Sanderson says that every school district must
identify homeless pupils and “remove barriers to educational
success.” Determining who is homeless, she says, depends
partly on the “permanency and adequacy of their
situation,” on a child’s or family’s reason for
leaving their home, and on the length of time they are in
transition. “It’s necessary to get the whole
story,” Sanderson says. “For instance, if a family is
living with relatives, how physically and financially comfortable
is the arrangement?”
“If you don’t have a home, school
is not at the top of your list,” Cormeny says. In a life
filled with uncertainty, though, school is a place of safety,
according to the Illinois Board of Education’s Opening Doors
Project, which helps homeless children and youth get educated.
Something as simple as a desk to call her own can provide a homeless
child with a sense of routine and ownership. In addition to living in
shelters and with relatives, a lot of families live in motels,
especially if they have a bad utility history, Cormeny says.
“Some people don’t understand they
are homeless,” Sanderson says. They may have been evicted and
begun living with a relative. Many people are out of their homes as
a result of house fires. “If kids can’t sleep at night
because they are cold, or they’re not getting fed, how are
they going to perform in school the next day?” Cormeny asks, recalling
families living in cars, a boy living in a tent out in the county.

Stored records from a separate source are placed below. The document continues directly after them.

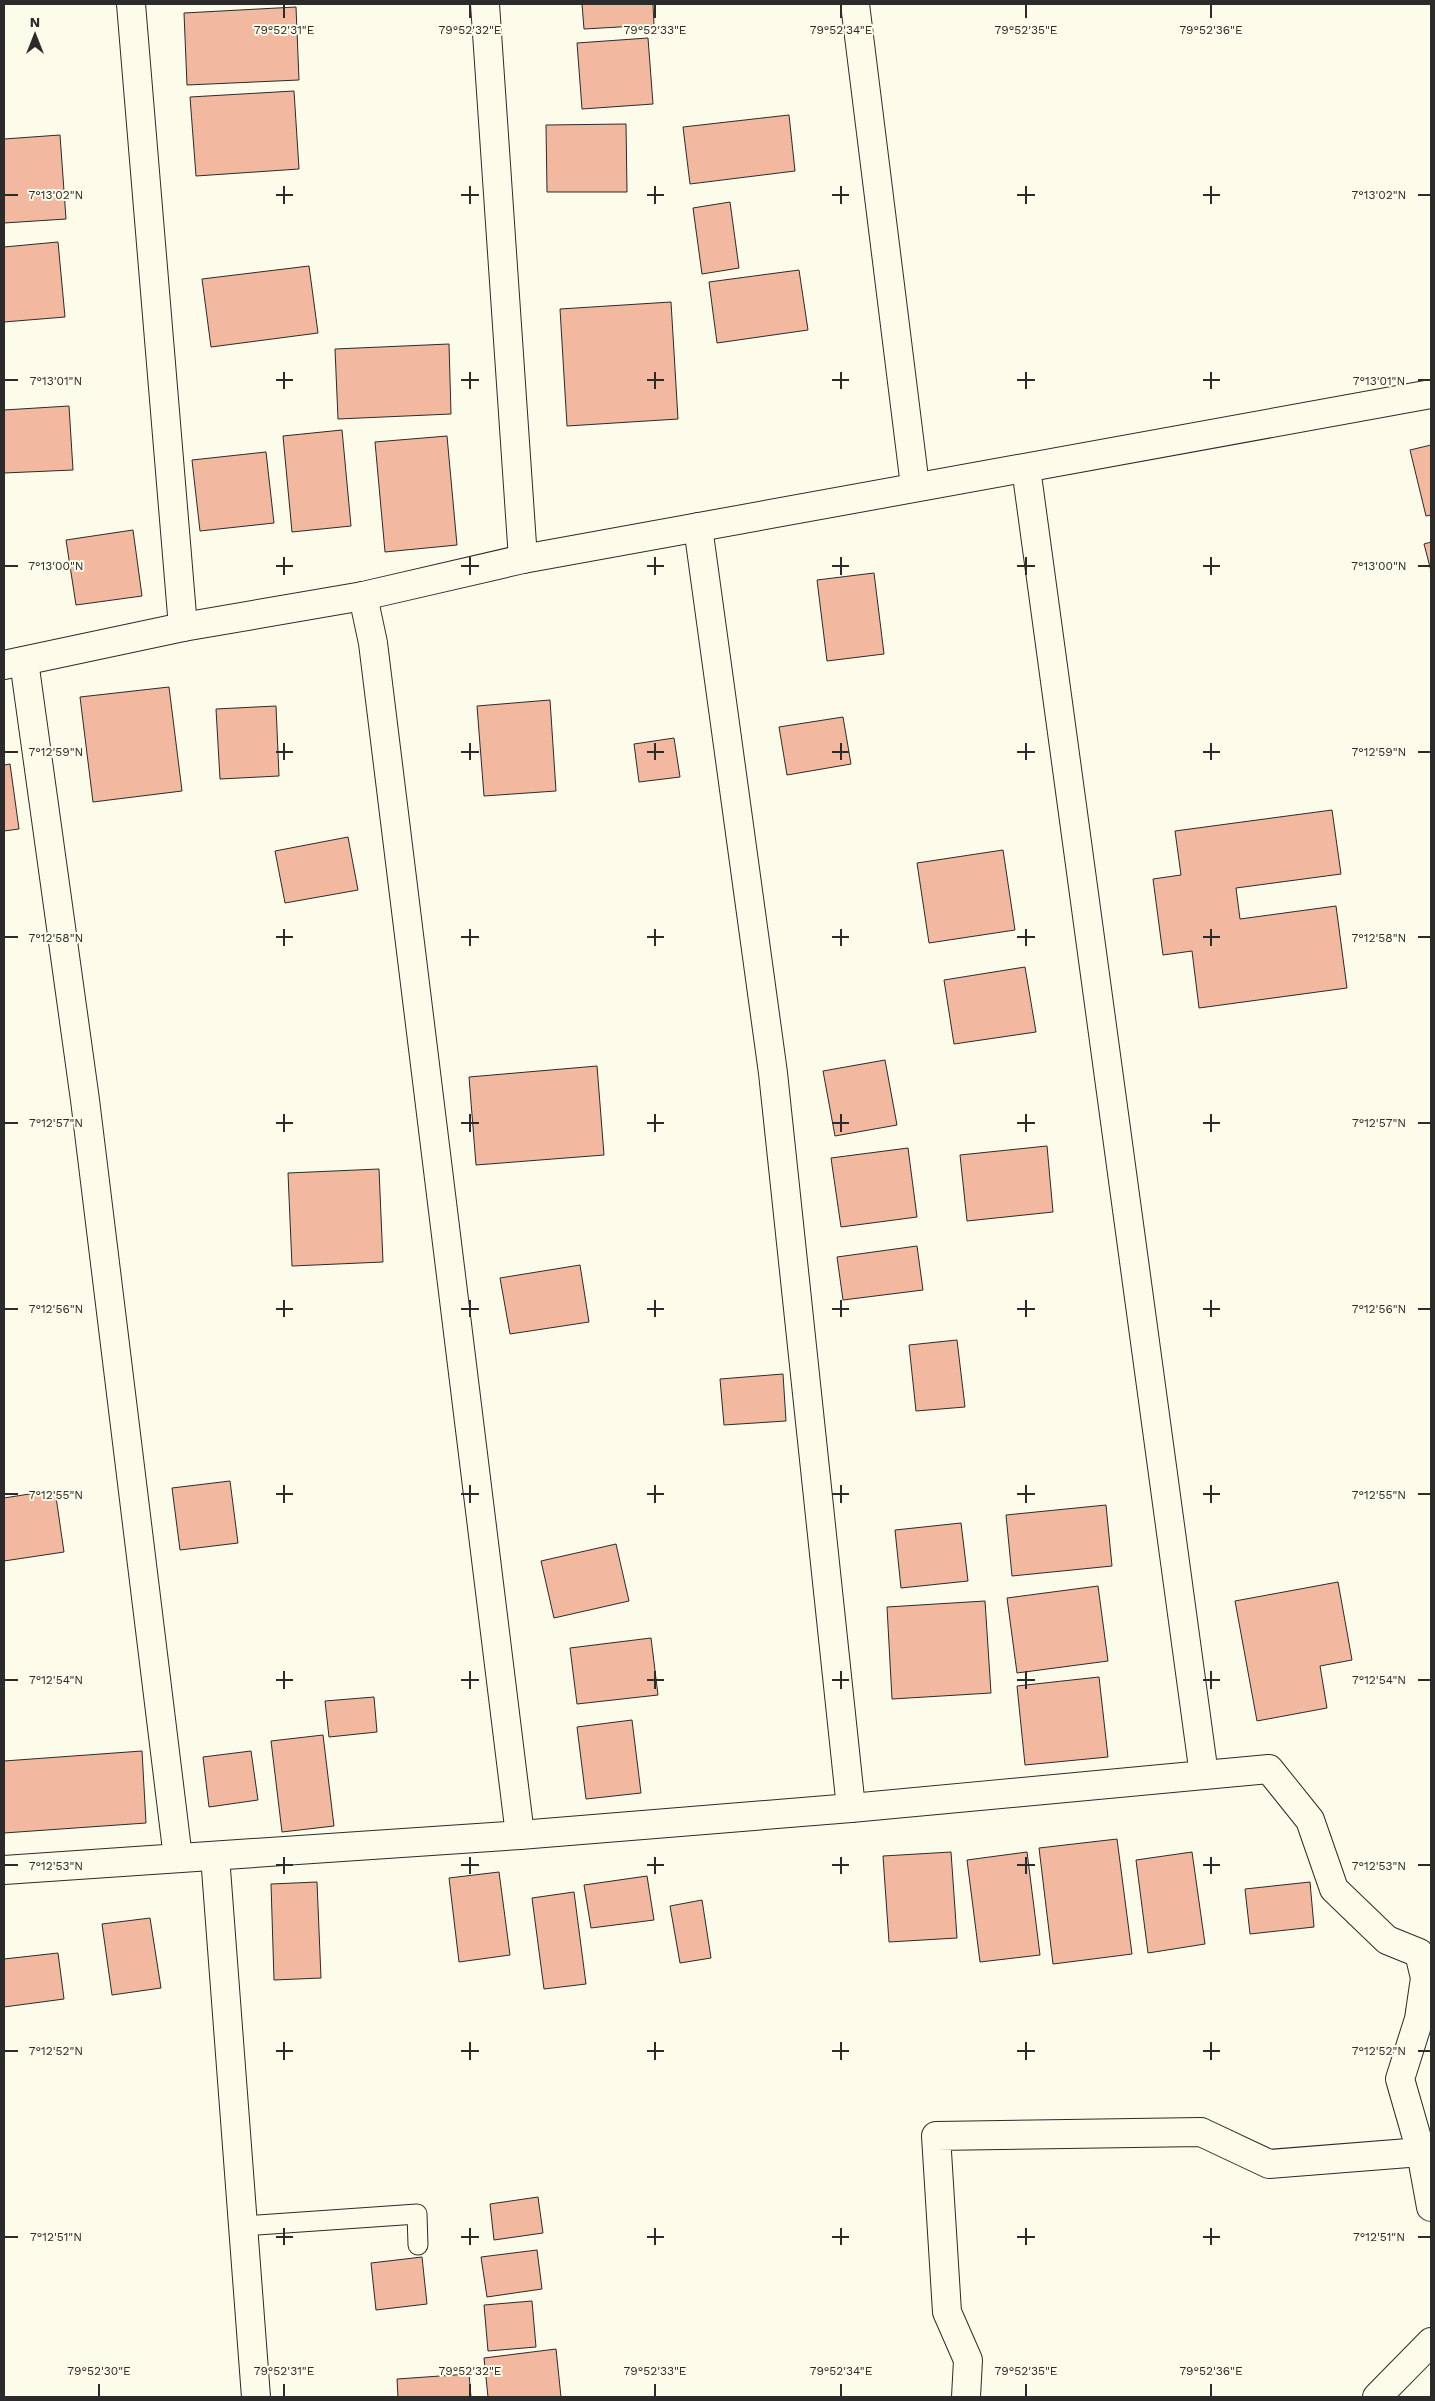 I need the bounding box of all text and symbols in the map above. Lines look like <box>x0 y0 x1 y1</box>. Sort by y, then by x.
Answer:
north arrow <box>10 10 60 60</box>
text: N <box>30 14 40 30</box>
text: 79°52'31"E <box>254 23 315 37</box>
text: 79°52'32"E <box>439 23 502 37</box>
text: 79°52'33"E <box>624 23 687 37</box>
text: 79°52'34"E <box>810 23 873 37</box>
text: 79°52'35"E <box>995 23 1058 37</box>
text: 79°52'36"E <box>1179 23 1243 37</box>
text: 7°13'02"N <box>29 188 83 202</box>
text: 7°13'02"N <box>1352 188 1406 202</box>
text: 7°13'01"N <box>30 374 82 388</box>
text: 7°13'01"N <box>1353 374 1405 388</box>
text: 7°13'00"N <box>28 559 84 573</box>
text: 7°13'00"N <box>1351 559 1407 573</box>
text: 7°12'59"N <box>29 745 83 759</box>
text: 7°12'59"N <box>1352 745 1406 759</box>
text: 7°12'58"N <box>29 931 83 945</box>
text: 7°12'58"N <box>1352 931 1406 945</box>
text: 7°12'57"N <box>29 1116 83 1130</box>
text: 7°12'57"N <box>1352 1116 1406 1130</box>
text: 7°12'56"N <box>29 1302 83 1316</box>
text: 7°12'56"N <box>1352 1302 1406 1316</box>
text: 7°12'55"N <box>29 1488 83 1502</box>
text: 7°12'55"N <box>1352 1488 1406 1502</box>
text: 7°12'54"N <box>29 1673 83 1687</box>
text: 7°12'54"N <box>1352 1673 1406 1687</box>
text: 7°12'53"N <box>29 1859 83 1873</box>
text: 7°12'53"N <box>1352 1859 1406 1873</box>
text: 7°12'52"N <box>29 2044 83 2058</box>
text: 7°12'52"N <box>1352 2044 1406 2058</box>
text: 7°12'51"N <box>30 2230 82 2244</box>
text: 7°12'51"N <box>1353 2230 1405 2244</box>
text: 79°52'30"E <box>67 2364 131 2378</box>
text: 79°52'31"E <box>254 2364 315 2378</box>
text: 79°52'32"E <box>439 2364 502 2378</box>
text: 79°52'33"E <box>624 2364 687 2378</box>
text: 79°52'34"E <box>810 2364 873 2378</box>
text: 79°52'35"E <box>995 2364 1058 2378</box>
text: 79°52'36"E <box>1179 2364 1243 2378</box> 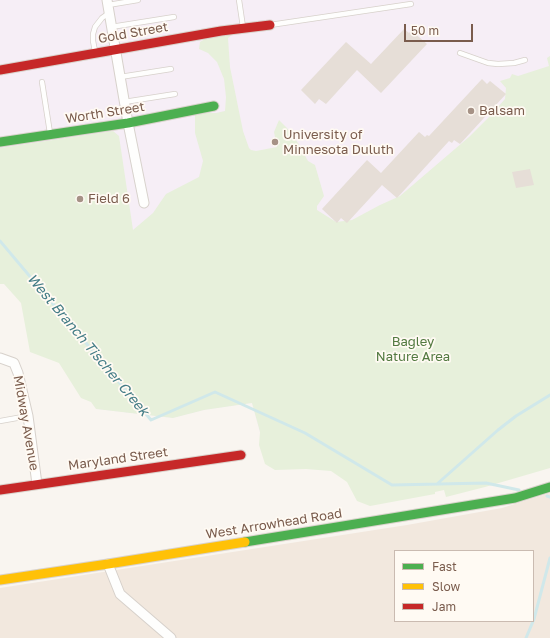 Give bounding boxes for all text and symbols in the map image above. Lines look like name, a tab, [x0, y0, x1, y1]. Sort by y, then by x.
scale bar	[406, 16, 475, 42]
street label: Gold Street	[97, 19, 169, 47]
text: 50 m	[411, 23, 439, 38]
street label: Worth Street	[64, 99, 146, 127]
place label: Balsam	[479, 103, 525, 119]
marker: Balsam	[466, 106, 476, 116]
place label: University of Minnesota Duluth	[283, 127, 394, 158]
marker: University of Minnesota Duluth	[270, 137, 280, 147]
place label: Field 6	[88, 191, 130, 207]
marker: Field 6	[75, 194, 85, 204]
water label: West Branch Tischer Creek	[24, 270, 152, 420]
park label: Bagley Nature Area	[376, 334, 450, 365]
street label: Midway Avenue	[10, 374, 42, 472]
street label: Maryland Street	[67, 444, 169, 474]
street label: West Arrowhead Road	[205, 506, 343, 542]
legend	[394, 550, 534, 622]
text: Fast	[432, 559, 457, 574]
text: Slow	[432, 579, 460, 594]
text: Jam	[432, 599, 456, 614]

Many teens do not have adult supervision,
Cormeny says: “Nobody is their guardian.” These kids
often wind up “couch-surfing” — moving around,
sleeping on relatives’ or friends’ couches. They are
afraid that if they are referred to the Youth Services Bureau, the
Department of Children and Family Services will put them in foster
care.
A University of Illinois at Chicago study
released in December identified 25,000 unaccompanied youths ages 12
to 17 in Illinois. The main causes of homelessness among
unaccompanied youth are physical and sexual abuse by a parent or
guardian, neglect, parental substance abuse, and family conflict,
according to Opening Doors.
The number of people living in poverty and the
ranks of the homeless are both on the increase. “Things are
getting worse for families,” Sanderson says. Some adults work
at low-paying jobs, such as food service, that come and go and are
subject to fluctuations in hours. When someone loses a job, it
could take weeks to find another one.
In Sangamon County in 2005, a person had to
earn $11.13 an hour to afford a two-bedroom apartment, says the
National Low Income Housing Coalition.
“People can hardly earn enough,”
Sanderson says. According to the Heartland Alliance, in 2005
Illinois was the least affordable Midwestern state for renters and
had the highest poverty rate while being the second wealthiest
state.
“Families have lives where they
can’t stay in one place,” Cormeny says. She worked with
a mother and two children who stay with one friend for a few days and then go to
another friend’s or relative’s home for another few days,
repeating this pattern so that the people she stays with do not lose
their lease for having too many people living in their apartment. The
mother could not afford her own housing.
Sanderson is concerned about the 22 percent
increase over three years in the number of children receiving free
or reduced-fee school lunches. In Sangamon County, 43 percent of
children qualify, according to the advocacy group Voices for
Illinois Children. These kids are likely to have experienced
homelessness or are “one crisis away from
homelessness,” Sanderson says.
Many homeless children have divorced or unwed
parents or parents who, Cormeny says, “made bad
choices.” She believes that the best way for a child to break
the cycle is to stay in school, get a high-school diploma, and go
to college. Although she hopes to see a family that gets a house
stay put, she recognizes that for some people, “owning seems
so foreign.”
The homeless liaisons build relationships with
families to get the parents into the schools and involved in their
children’s education. “Parent and family involvement is
very important,” Cormeny says. She believes that children in
transition are among those at risk for academic failure because
many have moved around or missed school. Studies show that a child
loses three to six months academically after changing schools.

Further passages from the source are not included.